§ **MATERIALS PROVIDED**

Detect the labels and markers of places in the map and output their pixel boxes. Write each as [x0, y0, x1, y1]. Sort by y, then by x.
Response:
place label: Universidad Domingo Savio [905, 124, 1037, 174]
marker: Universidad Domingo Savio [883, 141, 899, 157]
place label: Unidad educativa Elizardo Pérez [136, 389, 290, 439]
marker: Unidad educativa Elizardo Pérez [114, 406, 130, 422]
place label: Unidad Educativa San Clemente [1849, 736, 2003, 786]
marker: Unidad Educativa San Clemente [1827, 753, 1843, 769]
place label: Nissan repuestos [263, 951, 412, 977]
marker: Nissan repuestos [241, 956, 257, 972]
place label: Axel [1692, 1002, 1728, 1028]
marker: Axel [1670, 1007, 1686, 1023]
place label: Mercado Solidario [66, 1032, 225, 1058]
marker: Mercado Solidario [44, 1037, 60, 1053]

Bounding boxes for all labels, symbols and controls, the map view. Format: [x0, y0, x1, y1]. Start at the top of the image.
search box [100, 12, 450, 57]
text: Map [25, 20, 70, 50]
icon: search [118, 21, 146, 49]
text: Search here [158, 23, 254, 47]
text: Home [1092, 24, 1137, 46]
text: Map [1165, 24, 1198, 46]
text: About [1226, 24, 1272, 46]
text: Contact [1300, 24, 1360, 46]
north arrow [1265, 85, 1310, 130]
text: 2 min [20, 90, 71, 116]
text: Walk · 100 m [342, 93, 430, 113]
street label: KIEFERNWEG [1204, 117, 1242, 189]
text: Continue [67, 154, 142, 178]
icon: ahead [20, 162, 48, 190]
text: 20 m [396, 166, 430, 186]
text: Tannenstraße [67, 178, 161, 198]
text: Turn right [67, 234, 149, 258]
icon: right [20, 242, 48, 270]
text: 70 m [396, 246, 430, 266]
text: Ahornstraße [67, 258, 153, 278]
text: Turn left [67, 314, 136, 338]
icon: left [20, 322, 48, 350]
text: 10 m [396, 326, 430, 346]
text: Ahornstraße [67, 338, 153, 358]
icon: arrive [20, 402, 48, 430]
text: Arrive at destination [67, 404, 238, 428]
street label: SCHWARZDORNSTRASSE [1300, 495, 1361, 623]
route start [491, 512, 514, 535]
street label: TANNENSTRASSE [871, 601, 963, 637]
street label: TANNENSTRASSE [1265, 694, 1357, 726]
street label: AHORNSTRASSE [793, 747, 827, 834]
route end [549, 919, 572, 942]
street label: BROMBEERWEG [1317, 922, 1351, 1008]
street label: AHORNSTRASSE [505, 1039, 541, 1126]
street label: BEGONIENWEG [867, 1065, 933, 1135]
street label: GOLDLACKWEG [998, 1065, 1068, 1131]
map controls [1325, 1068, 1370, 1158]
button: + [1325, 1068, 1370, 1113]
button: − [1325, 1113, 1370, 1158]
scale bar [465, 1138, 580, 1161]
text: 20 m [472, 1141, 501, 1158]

§ **TASK REQUIREMENTS**
Provide only the number of lines in the listing above that contain "labels".

§ **ANSWER TO THIS PROBLEM**
2